═════ GIVEN RECORDS

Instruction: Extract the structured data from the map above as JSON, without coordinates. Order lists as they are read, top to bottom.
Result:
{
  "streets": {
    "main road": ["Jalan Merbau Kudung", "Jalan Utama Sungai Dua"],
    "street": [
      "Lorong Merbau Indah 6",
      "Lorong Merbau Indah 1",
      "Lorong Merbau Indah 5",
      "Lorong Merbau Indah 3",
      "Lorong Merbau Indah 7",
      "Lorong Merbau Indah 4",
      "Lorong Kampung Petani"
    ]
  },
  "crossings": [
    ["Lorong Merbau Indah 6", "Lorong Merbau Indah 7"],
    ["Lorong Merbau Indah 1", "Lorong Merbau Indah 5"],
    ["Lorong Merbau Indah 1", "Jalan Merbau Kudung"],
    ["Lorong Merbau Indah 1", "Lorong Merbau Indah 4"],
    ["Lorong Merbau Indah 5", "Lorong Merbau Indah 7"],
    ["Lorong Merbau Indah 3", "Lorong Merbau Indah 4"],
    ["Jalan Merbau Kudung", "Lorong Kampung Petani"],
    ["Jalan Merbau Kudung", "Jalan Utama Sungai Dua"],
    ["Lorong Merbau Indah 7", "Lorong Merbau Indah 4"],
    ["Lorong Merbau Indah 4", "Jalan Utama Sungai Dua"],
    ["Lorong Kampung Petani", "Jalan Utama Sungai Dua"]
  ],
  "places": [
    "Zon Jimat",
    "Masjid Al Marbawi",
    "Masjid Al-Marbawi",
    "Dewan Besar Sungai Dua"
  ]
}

══════════
═════ GIVEN RECORDS

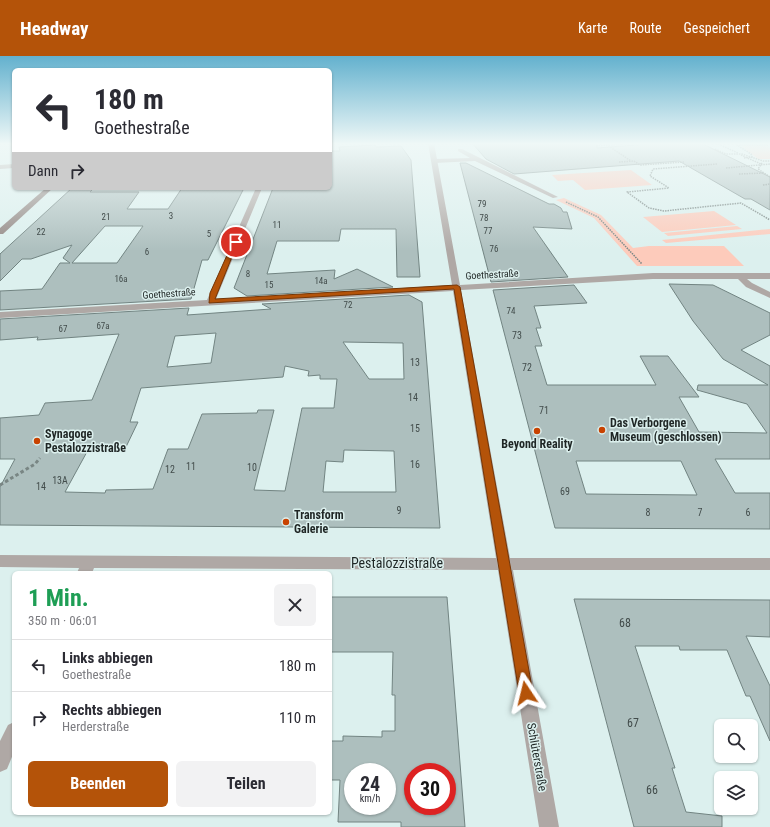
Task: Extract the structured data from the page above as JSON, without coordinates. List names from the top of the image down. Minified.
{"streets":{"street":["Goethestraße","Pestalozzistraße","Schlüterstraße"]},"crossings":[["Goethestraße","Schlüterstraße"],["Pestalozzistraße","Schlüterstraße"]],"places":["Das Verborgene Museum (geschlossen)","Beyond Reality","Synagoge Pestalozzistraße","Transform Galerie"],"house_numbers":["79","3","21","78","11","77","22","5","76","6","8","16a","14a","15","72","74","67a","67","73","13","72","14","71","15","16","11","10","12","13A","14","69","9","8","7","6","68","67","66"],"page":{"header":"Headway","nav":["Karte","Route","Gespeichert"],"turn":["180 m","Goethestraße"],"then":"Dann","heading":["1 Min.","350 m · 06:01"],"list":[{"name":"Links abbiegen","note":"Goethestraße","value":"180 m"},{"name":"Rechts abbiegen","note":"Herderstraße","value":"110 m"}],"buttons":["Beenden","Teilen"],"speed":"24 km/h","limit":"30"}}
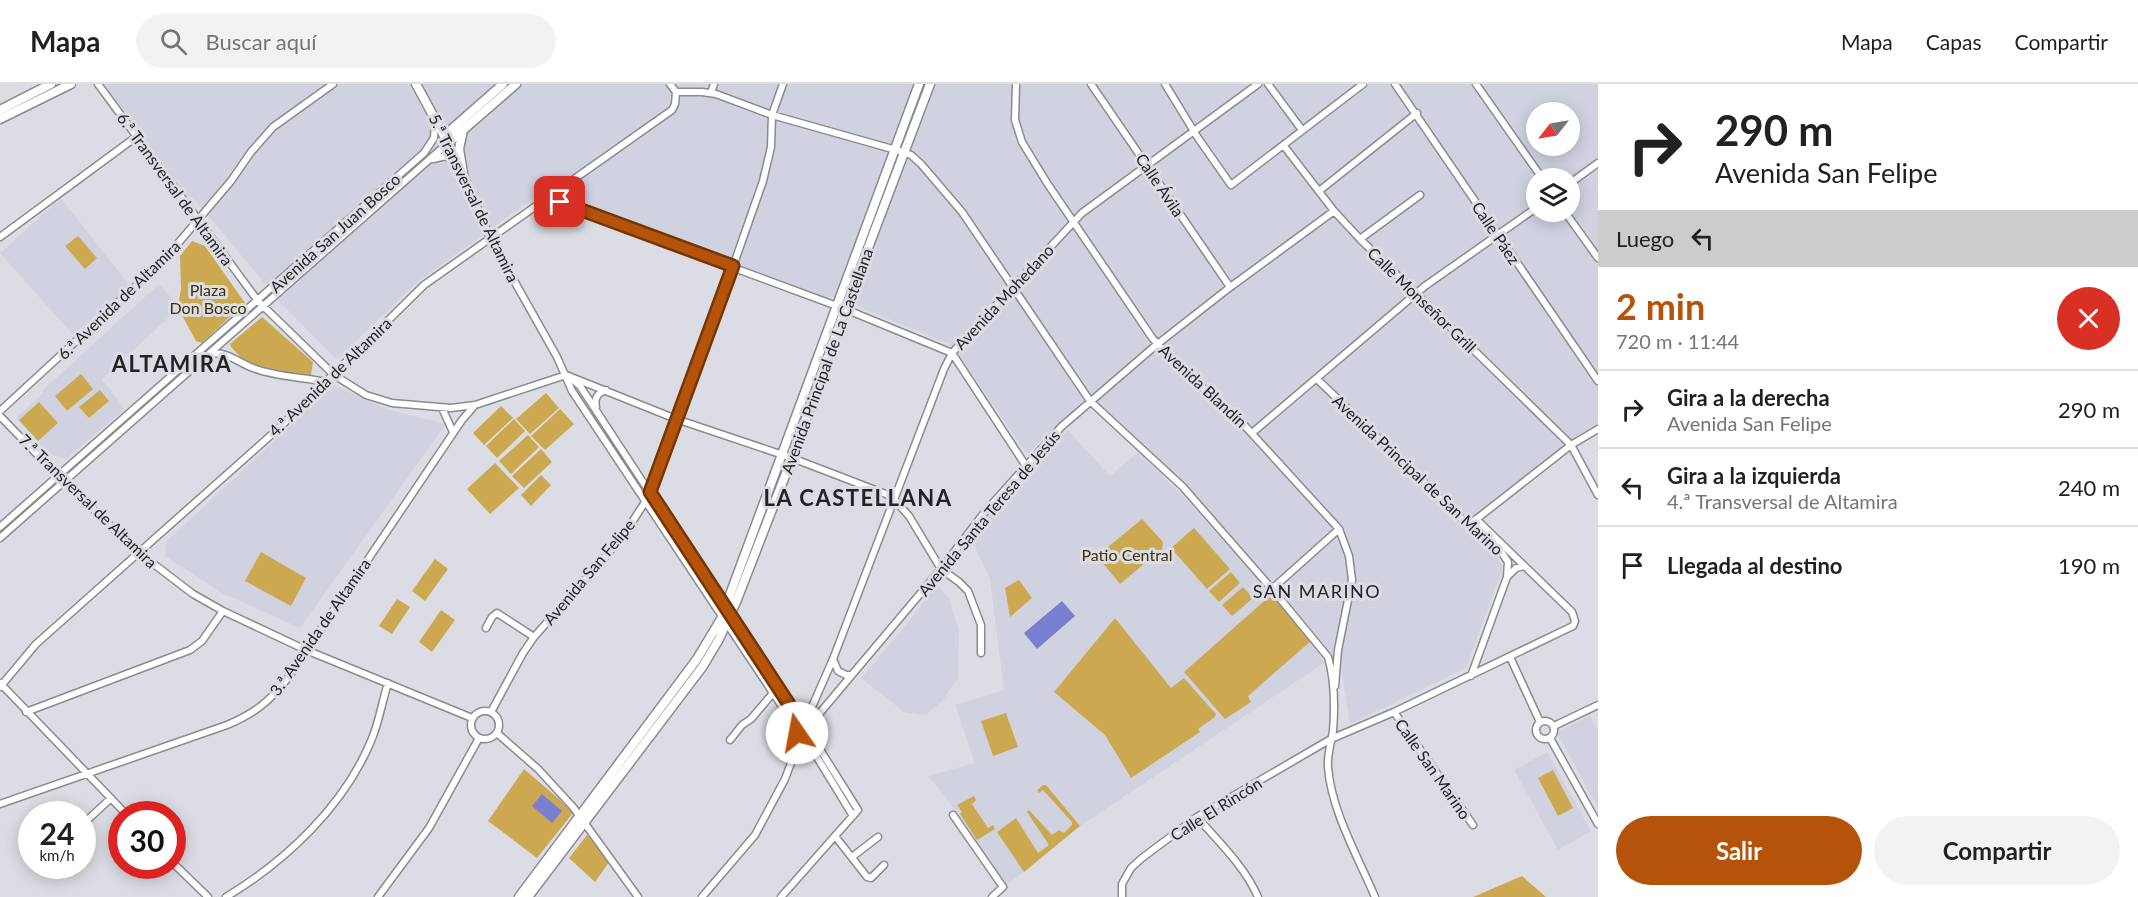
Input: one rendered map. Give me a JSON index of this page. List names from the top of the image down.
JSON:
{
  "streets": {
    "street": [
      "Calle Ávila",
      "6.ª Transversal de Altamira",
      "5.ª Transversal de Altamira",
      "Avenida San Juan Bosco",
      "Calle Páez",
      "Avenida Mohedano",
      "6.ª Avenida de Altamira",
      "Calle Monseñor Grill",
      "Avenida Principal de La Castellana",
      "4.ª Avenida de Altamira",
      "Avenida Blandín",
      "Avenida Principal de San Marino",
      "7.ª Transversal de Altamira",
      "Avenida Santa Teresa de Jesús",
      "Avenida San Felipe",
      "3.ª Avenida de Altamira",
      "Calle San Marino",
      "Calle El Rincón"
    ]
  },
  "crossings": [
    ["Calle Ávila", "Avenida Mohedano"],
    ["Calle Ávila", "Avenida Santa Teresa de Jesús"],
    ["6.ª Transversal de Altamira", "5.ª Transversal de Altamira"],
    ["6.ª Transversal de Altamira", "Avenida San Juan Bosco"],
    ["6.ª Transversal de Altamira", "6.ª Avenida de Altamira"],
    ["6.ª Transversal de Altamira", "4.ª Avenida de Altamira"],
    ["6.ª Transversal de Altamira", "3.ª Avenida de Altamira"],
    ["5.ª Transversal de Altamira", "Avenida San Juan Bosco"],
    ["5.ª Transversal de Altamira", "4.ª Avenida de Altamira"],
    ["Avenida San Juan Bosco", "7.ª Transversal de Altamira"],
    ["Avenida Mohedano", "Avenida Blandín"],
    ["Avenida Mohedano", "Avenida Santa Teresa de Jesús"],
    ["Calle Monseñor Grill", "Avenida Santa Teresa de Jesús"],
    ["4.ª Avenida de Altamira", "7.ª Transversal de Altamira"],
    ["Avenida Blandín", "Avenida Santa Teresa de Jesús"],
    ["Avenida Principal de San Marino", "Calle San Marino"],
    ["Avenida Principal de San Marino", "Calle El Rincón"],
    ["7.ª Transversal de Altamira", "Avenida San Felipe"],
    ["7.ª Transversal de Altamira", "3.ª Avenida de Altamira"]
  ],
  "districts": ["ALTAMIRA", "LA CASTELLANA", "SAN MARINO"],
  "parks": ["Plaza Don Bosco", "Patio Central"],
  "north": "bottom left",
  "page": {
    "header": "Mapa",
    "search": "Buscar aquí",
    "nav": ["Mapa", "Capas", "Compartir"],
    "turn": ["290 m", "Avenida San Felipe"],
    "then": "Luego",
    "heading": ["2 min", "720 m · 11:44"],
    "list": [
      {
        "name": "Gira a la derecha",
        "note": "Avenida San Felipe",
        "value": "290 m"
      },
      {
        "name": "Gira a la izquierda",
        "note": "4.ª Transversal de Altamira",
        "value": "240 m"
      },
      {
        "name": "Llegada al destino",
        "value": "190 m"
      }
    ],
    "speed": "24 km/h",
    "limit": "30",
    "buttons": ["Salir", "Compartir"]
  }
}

══════════
═════ GIVEN RECORDS

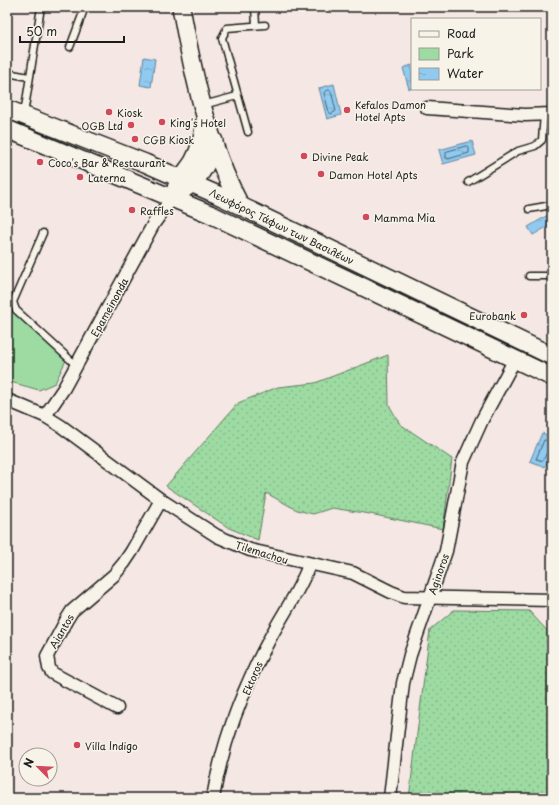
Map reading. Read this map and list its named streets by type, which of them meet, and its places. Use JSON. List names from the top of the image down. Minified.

══════════

- **WORK REQUIRED**
When you have gone through the records above, say how many lines include the word "this", and write nothing besides that number.

- **THE COMPLETED TASK**
2